**DATASET RECORDS:**

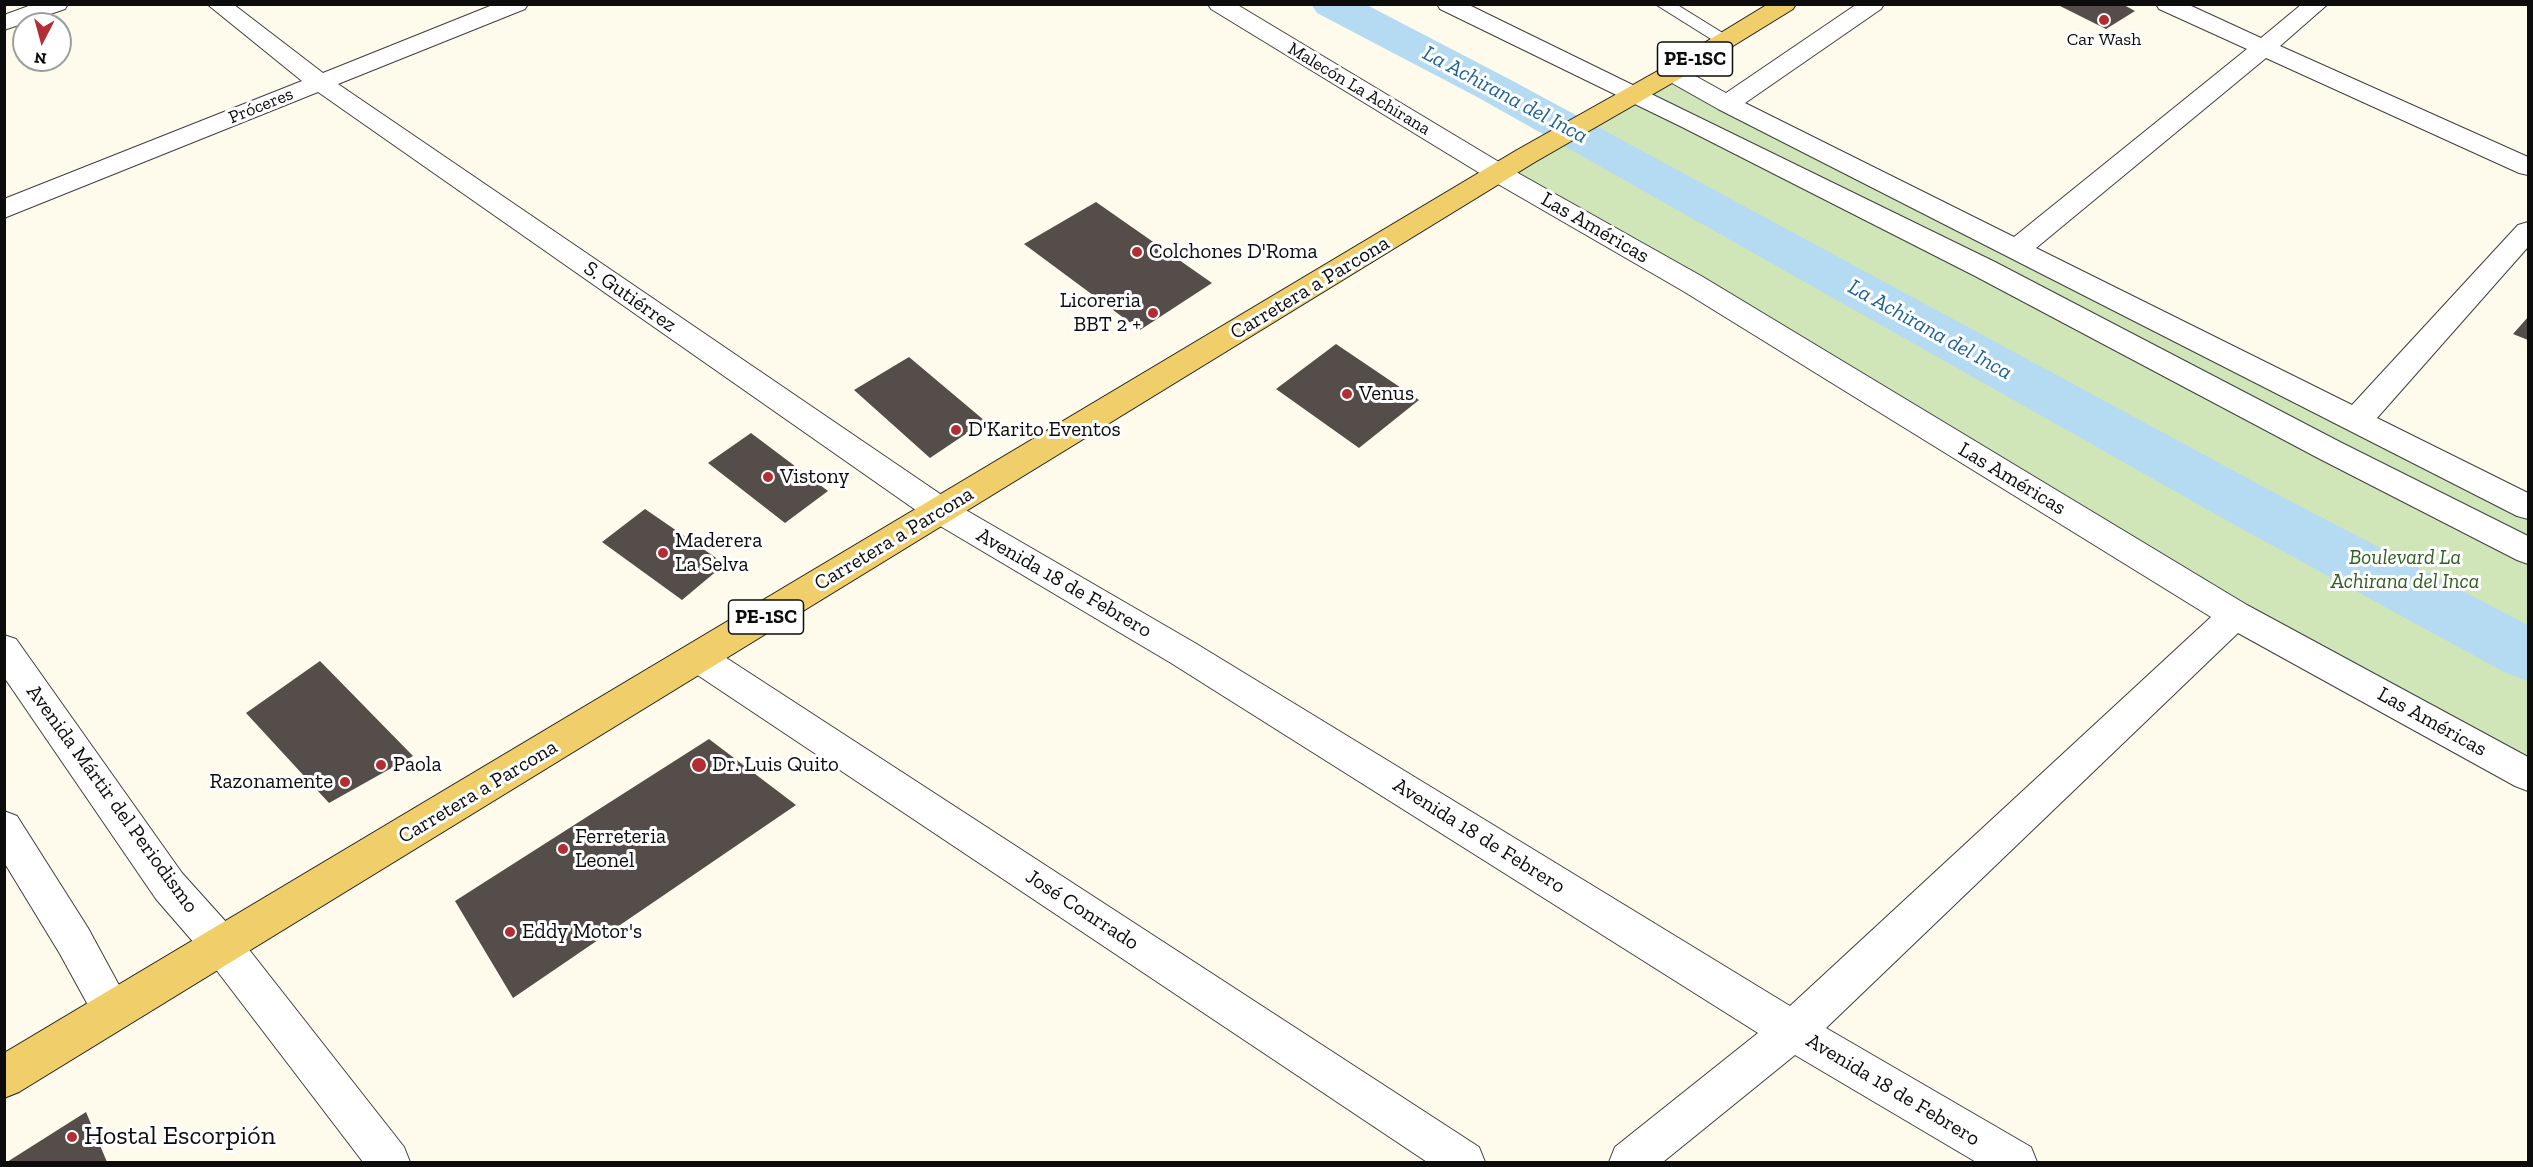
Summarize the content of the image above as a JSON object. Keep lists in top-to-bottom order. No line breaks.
==
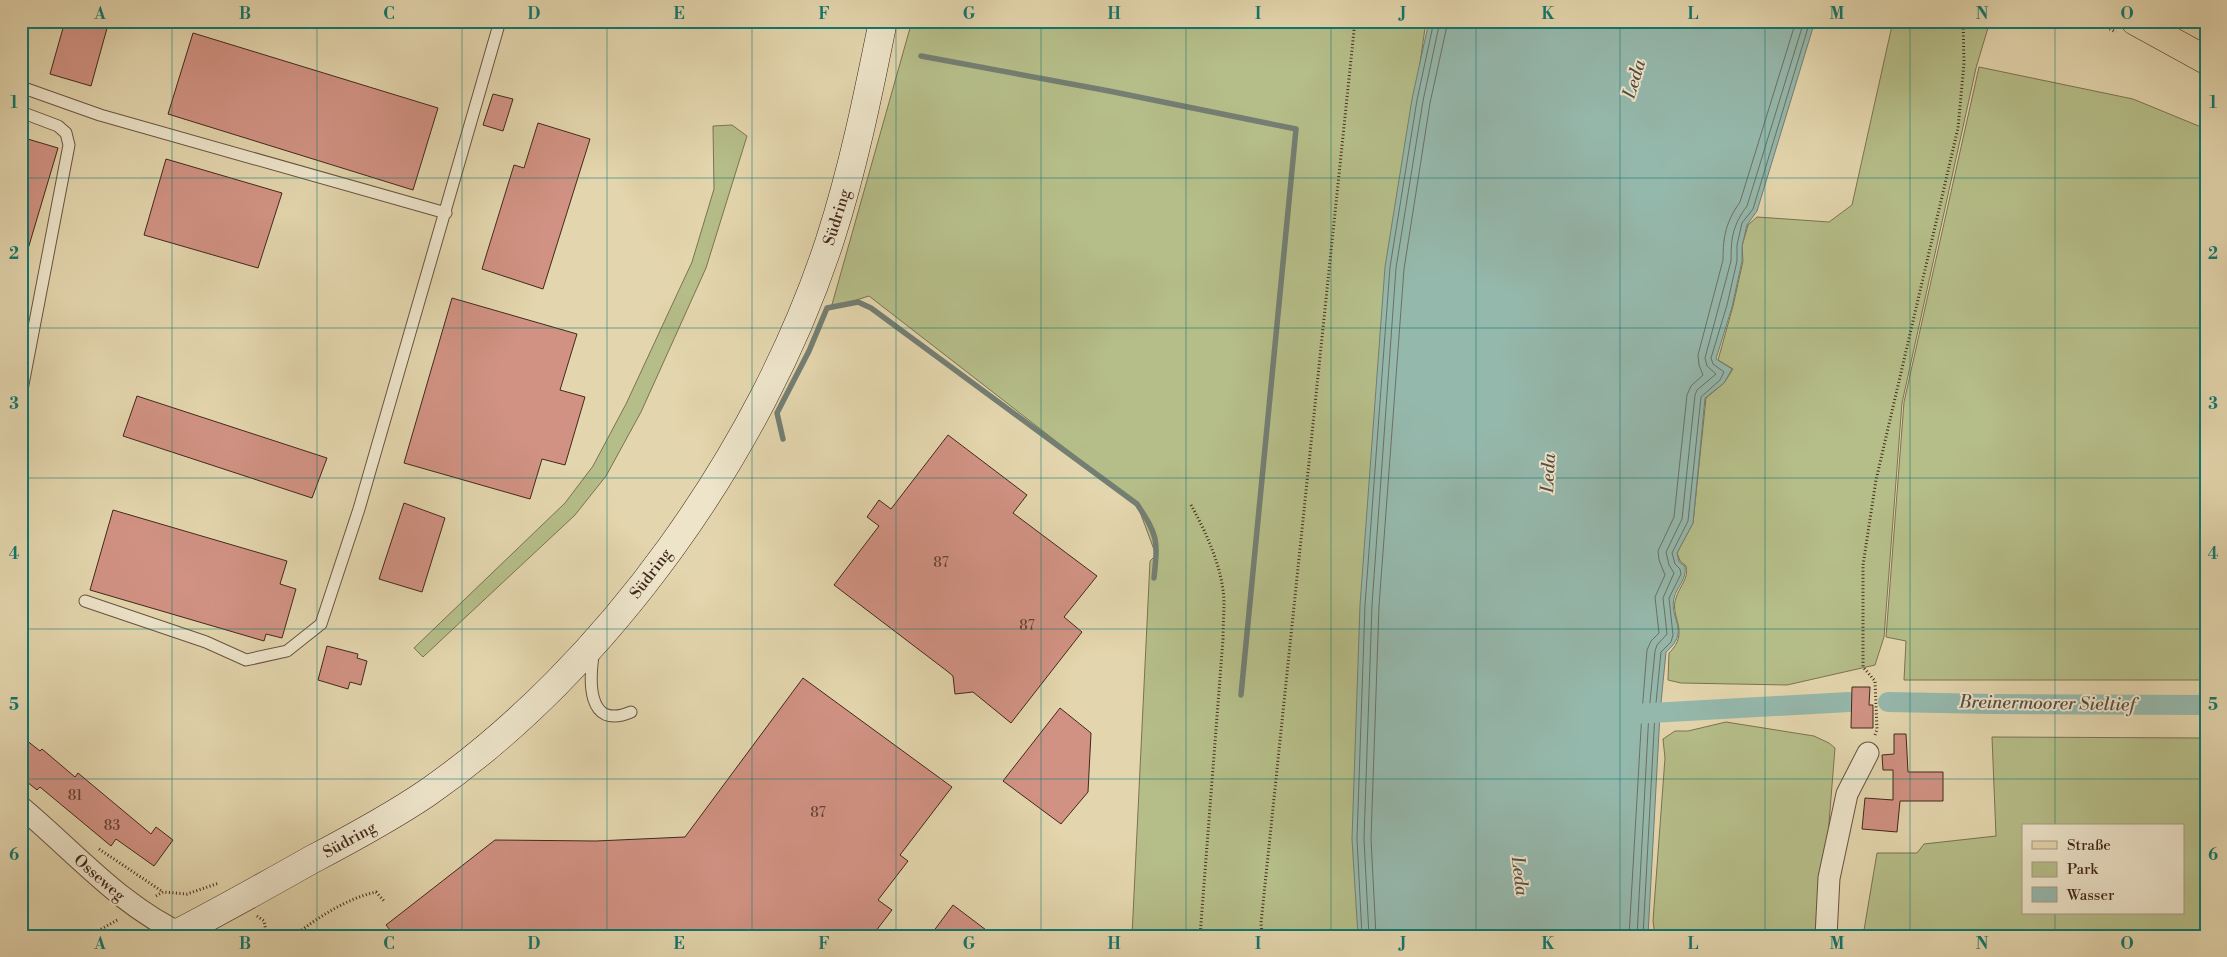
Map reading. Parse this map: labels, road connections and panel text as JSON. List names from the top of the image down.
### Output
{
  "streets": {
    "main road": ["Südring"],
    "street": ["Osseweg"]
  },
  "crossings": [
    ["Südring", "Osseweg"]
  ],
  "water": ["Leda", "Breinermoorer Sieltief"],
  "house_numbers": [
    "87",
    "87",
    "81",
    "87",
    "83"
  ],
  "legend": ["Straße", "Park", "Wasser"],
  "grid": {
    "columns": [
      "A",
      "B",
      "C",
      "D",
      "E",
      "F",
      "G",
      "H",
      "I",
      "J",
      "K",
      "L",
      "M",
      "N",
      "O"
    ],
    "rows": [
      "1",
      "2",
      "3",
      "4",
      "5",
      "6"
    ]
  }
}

**PROBLEM DETAILS:** The job is to copy each line from the material above that holds the word "image".

**TASK ANSWER:**
Summarize the content of the image above as a JSON object. Keep lists in top-to-bottom order. No line breaks.
Map reading. Parse this map: labels, road connections and panel text as JSON. List names from the top of the image down.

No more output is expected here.